Subject: Haiti day 7

This morning I worked with a different translator, Gordon. He had amazingly unaccented English that he learned by himself from his computer. It’s his fourth language, along with French, Creole and Spanish, which he learned a couple years ago hoping to go to college in the Dominican Republic. But then he couldn’t go to college because his mother died and he had to return home.

He had great natural affinity for this kind of work. I had him read a three-page handout about PTSD. After that he could pretty much do the counseling on his own.

Sent: Wednesday, Feb. 24, 2010, 8:23 p.m.
Subject: Haiti day 7 cont.

Today was a high point or a low point depending how you’re keeping score. The clinic closed early this afternoon because we’d seen everybody by 3. Two of the medical providers I flew in with had come with two suitcases full of dollar-store toys.

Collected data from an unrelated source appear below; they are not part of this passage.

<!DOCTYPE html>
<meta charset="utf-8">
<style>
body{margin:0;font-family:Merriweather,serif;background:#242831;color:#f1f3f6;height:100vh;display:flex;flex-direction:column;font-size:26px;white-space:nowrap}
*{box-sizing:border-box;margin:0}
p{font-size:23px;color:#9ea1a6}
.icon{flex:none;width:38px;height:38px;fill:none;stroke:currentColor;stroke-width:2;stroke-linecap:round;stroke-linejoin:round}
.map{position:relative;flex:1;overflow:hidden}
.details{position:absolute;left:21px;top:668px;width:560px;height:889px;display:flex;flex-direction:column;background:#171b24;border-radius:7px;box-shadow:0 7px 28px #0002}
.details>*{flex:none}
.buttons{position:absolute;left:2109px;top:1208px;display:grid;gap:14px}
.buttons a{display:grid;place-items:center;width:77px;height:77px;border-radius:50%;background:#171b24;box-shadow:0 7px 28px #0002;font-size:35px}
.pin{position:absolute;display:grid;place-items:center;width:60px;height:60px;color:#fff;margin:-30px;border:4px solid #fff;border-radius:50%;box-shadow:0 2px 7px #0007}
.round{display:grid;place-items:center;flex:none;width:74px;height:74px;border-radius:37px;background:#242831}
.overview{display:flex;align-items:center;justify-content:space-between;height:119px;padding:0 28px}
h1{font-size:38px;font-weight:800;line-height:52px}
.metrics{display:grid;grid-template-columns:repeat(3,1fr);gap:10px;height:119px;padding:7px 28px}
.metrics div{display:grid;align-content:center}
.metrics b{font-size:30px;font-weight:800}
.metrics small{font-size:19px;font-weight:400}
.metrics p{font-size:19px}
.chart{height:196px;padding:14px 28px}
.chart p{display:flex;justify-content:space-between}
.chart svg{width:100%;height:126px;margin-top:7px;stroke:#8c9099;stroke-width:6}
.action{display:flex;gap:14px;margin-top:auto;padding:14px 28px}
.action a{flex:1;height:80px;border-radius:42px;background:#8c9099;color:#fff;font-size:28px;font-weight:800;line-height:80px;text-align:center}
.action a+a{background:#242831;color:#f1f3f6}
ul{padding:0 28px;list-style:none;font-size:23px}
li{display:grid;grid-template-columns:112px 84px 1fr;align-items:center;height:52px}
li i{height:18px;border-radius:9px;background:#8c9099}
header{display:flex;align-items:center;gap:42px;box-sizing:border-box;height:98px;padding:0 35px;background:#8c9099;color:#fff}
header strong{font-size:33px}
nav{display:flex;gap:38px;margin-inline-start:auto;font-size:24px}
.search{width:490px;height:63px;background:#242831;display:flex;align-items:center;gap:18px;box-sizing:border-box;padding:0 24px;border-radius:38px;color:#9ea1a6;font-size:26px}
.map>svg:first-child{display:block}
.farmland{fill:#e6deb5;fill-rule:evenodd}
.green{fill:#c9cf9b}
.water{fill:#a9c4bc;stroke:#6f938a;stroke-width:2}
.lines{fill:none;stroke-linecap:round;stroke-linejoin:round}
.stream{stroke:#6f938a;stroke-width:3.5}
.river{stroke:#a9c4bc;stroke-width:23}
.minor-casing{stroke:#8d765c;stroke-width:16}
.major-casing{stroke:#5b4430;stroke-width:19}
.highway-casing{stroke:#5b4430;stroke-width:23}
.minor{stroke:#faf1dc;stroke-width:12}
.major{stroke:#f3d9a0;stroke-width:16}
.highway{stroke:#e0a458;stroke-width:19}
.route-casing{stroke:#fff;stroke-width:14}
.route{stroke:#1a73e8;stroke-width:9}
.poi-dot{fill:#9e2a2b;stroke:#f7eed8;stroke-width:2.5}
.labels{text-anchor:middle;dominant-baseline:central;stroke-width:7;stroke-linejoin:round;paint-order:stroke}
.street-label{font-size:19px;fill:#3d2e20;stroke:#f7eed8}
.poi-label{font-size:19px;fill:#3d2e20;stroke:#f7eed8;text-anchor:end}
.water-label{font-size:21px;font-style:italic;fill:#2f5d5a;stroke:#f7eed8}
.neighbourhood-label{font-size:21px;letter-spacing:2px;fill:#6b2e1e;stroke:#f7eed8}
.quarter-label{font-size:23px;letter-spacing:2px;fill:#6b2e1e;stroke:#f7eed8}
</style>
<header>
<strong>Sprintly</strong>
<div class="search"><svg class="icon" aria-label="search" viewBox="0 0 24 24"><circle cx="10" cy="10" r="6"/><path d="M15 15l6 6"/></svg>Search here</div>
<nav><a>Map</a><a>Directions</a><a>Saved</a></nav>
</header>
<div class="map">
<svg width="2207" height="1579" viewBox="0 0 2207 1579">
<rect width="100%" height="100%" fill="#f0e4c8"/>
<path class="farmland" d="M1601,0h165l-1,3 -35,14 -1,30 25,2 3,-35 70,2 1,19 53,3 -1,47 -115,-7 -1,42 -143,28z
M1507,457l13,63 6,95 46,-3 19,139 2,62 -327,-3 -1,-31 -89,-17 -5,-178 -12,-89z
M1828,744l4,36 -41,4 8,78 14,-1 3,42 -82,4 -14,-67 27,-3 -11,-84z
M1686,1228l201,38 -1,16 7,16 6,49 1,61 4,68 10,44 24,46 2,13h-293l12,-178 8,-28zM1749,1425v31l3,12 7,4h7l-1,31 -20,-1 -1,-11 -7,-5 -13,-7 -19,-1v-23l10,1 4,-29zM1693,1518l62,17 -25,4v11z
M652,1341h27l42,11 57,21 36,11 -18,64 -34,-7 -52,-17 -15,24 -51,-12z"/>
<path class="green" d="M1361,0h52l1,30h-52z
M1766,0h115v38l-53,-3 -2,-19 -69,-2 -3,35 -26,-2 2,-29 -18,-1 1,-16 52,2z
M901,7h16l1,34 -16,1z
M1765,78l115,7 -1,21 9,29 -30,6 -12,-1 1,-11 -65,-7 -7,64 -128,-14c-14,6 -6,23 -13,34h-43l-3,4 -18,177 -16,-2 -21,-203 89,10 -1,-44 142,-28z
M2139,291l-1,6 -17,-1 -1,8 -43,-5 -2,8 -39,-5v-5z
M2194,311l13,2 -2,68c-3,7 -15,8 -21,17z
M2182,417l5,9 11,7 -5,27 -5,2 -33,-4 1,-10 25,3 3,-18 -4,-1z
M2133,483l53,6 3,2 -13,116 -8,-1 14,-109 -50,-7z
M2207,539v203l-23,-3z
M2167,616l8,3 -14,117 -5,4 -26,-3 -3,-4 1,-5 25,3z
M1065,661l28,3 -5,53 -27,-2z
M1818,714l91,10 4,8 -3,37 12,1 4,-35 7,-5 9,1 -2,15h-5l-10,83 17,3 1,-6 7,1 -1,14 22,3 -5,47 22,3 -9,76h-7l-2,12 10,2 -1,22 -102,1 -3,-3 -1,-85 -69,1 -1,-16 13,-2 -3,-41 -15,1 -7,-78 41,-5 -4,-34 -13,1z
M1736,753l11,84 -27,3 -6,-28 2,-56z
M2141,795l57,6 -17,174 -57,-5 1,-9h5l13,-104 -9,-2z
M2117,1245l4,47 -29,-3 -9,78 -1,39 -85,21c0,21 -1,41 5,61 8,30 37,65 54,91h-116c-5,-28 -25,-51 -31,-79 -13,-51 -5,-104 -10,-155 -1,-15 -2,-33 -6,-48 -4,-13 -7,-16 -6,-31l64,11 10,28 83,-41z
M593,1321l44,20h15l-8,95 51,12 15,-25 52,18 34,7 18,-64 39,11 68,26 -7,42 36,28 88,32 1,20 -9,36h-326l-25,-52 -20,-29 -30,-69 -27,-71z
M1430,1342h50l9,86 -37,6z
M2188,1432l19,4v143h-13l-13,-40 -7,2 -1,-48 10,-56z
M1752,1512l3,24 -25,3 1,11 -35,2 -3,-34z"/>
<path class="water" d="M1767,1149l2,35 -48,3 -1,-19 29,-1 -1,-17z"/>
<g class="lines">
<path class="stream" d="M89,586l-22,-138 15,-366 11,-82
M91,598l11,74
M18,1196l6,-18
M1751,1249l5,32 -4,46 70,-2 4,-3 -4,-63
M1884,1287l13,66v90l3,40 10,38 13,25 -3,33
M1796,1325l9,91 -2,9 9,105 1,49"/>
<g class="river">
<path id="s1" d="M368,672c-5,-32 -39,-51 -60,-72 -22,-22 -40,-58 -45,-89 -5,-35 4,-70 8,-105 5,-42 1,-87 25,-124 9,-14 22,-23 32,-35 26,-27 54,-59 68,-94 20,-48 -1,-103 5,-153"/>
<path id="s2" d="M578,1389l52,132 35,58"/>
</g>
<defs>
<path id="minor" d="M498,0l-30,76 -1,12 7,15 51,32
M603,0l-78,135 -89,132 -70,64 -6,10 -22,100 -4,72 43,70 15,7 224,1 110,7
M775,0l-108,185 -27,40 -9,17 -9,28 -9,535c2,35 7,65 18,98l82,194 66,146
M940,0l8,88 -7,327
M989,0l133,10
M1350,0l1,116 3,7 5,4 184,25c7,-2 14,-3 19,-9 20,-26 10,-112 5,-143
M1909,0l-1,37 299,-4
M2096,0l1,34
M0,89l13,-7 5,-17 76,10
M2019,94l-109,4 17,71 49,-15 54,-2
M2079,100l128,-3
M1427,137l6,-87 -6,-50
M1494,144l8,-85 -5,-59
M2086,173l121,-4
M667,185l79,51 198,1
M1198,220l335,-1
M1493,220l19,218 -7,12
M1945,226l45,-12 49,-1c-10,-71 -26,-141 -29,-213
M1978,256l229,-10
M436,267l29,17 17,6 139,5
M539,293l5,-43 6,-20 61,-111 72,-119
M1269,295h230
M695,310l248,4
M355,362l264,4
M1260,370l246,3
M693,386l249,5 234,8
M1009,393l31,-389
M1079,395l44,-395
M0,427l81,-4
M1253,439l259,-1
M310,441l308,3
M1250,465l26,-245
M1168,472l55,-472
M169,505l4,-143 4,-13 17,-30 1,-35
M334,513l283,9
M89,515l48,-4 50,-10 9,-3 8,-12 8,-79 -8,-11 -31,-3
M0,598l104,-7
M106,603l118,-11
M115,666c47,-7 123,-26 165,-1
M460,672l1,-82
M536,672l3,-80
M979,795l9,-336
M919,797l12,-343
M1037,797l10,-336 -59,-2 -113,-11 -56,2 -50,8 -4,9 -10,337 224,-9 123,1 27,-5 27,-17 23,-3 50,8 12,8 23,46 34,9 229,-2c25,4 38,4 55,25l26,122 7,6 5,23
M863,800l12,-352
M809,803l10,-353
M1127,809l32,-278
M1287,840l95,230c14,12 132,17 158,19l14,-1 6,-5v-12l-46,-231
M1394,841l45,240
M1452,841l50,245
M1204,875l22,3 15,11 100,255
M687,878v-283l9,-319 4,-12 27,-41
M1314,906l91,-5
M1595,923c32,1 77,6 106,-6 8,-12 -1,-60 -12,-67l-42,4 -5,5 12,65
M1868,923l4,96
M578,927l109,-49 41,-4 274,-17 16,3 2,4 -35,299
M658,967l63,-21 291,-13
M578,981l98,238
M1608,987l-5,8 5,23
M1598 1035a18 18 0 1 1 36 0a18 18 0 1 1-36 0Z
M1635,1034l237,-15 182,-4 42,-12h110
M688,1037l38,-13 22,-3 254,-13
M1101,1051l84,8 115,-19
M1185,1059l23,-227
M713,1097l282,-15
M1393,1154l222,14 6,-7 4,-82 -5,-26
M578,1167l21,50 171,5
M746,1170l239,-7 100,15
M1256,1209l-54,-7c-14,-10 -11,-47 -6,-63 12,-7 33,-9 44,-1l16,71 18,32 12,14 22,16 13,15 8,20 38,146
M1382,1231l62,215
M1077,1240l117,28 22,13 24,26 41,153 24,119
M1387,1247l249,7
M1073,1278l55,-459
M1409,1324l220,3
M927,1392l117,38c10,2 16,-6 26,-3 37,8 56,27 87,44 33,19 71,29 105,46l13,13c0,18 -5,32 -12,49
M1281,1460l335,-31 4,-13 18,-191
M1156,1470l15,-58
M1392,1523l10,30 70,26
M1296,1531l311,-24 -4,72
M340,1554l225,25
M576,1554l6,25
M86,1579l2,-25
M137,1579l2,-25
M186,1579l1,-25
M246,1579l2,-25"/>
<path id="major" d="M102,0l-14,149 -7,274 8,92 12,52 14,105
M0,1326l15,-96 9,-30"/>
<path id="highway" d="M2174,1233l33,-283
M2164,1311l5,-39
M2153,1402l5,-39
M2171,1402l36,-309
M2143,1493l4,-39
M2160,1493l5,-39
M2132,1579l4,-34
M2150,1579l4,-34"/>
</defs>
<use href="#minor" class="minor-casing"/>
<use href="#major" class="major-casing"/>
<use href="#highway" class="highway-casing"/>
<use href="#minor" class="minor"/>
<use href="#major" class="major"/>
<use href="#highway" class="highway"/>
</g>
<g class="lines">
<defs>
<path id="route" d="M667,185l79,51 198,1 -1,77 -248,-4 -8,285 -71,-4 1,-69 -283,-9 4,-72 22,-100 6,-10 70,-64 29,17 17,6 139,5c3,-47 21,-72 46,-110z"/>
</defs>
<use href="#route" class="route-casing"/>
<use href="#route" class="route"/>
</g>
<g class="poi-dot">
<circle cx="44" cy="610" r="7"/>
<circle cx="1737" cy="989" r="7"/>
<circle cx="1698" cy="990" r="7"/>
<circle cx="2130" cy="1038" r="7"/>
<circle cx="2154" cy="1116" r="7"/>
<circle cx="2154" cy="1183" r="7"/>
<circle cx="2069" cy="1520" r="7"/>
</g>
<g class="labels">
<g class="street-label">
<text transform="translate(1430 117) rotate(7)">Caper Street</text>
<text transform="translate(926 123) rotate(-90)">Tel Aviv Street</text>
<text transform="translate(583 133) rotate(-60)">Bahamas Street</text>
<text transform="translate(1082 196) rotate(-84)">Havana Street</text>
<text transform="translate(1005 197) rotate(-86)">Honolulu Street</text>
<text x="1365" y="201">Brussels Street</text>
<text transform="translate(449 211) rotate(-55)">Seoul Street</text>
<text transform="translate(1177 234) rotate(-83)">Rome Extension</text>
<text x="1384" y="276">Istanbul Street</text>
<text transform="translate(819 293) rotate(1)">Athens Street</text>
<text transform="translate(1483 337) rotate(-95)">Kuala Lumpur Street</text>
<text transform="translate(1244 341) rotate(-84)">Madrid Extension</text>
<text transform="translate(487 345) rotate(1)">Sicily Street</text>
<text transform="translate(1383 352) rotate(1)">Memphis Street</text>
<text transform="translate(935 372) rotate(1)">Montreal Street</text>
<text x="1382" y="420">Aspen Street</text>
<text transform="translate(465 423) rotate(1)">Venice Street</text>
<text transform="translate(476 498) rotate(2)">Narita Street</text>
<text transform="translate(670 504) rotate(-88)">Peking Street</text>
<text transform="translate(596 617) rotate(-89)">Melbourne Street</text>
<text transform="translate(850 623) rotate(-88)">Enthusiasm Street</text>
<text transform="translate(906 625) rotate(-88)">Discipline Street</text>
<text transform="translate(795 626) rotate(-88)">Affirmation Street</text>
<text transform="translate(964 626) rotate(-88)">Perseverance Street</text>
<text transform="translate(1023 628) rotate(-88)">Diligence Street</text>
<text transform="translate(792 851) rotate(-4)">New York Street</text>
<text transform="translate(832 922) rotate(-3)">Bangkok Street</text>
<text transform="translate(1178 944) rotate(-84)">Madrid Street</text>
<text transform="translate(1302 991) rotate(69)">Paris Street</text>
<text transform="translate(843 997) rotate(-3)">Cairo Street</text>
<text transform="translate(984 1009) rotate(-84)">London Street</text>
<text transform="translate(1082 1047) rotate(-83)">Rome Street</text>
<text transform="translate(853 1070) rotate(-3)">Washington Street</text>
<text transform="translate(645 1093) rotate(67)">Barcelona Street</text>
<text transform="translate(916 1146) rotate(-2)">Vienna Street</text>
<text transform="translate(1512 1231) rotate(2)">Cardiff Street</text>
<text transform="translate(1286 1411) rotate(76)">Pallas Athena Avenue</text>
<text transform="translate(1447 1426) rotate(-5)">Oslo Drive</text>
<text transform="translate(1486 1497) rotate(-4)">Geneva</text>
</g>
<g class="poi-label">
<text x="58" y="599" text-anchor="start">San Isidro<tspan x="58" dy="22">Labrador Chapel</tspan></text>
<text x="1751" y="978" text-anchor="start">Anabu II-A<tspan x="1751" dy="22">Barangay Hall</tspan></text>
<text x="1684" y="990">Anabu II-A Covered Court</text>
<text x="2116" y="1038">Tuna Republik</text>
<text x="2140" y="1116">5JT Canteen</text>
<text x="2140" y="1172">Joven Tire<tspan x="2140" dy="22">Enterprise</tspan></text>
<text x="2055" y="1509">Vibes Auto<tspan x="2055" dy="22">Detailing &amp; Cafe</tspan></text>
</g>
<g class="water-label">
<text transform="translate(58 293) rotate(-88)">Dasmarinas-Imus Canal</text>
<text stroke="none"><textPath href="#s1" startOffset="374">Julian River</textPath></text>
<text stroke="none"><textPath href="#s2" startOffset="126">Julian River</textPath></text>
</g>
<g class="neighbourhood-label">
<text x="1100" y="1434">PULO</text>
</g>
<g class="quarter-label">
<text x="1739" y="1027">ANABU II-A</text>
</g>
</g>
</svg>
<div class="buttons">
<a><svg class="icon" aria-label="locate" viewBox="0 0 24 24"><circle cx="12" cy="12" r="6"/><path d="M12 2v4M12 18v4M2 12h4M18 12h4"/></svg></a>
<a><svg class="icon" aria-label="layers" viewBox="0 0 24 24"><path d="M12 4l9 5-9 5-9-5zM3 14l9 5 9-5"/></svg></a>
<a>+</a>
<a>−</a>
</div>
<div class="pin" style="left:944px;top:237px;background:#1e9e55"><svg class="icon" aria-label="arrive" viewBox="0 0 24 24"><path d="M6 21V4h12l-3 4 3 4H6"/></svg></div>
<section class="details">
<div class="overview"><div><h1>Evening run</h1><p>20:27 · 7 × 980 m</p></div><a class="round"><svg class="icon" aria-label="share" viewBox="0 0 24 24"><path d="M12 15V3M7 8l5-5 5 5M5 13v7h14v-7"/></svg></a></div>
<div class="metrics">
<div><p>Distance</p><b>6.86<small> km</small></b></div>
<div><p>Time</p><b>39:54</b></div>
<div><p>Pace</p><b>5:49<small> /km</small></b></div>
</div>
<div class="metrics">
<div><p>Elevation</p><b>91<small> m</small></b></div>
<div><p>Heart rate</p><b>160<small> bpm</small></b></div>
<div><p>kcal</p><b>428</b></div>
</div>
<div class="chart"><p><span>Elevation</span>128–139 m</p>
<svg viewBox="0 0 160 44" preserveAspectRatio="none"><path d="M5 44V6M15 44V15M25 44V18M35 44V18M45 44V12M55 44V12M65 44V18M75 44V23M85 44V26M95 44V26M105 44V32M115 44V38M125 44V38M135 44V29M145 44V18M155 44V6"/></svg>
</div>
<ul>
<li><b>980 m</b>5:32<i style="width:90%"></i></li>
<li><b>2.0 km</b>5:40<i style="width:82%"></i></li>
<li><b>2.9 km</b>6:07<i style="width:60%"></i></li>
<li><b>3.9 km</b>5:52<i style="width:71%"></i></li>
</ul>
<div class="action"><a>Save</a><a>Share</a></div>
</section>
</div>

They found a small orphanage down the street, and four of us and a translator went there to distribute the toys. The place looked bad: chipped stucco, crumbling walls, faded paint. The bare dirt and rock courtyard was filled with tarps held up by sticks, with families camped out underneath. As we walked up the path, kids crowded all around. They didn’t know about the toys; they just wanted to touch me. They wanted to hold my hand, rub my arm, feel my hair. They were appreciative of the little toys. But mostly they wanted conversation, smiles, waves, pats and hugs.

Sent: Thursday, Feb. 25, 2010, 2:36 p.m.
Subject: Haiti day 8

All morning long I listened to patients speaking through Gordon, the great translator, normalizing and validating. I must have seen a couple dozen patients this morning, one after another. But at some point it seems ridiculous to normalize the conditions that people are living in.

I saw a schizophrenic 21-year-old whose mother was worried about him, and a father of 9-year-old twins whose wife died in “the event.”

Sent: Friday, Feb. 26, 2010, 8:39 a.m.
Subject: Haiti day 9

I pooped out yesterday after lunch. I just wilted and didn’t see any patients after 2.

But our 89-year-old dentist was still on his feet pulling teeth at 4.

Sent: Friday, Feb. 26, 2010, 5:24 p.m.
Subject: Haiti day 9 continued

A much better day today. I felt like I lost my mojo yesterday and didn’t think I’d get it back, but it cooled off by 20 degrees and that made all the difference.

Speaking of mojo, today I talked with someone who was cured by a voodoo doctor. A young woman presented with the feeling that she had something running around in her head, like a little animal. We started to do our PTSD spiel when she told us that the last time she had this symptom, when she was a little girl, she went to a country doctor who cut up some kind of animal brains for her to eat and that the feeling went away. We did a brief bit about deep breathing and relaxation, but it’s pretty clear that she needs to go back to the country doctor.

Sent: Saturday, Feb. 27, 2010, 9:45 a.m.
Subject: Haiti day 10

This may be my last post from Haiti. The word is that we leave for the airport noonish. I’m waiting until the last minute to take my shower. Last night I learned that around the time I arrived there was a big crisis about mental health services. One of the mental health honchos from the U.S. who was here decided that Haitians were not receptive to Western-style PTSD intervention. She banned distribution of any of our educational materials, the ones describing and validating common physiological and cognitive reactions. She insisted that a crate of these materials be destroyed. Now the policy has changed and Haitians welcome these explanations and interventions. But we don’t have any informational sheets to give them. I’ll see you soon!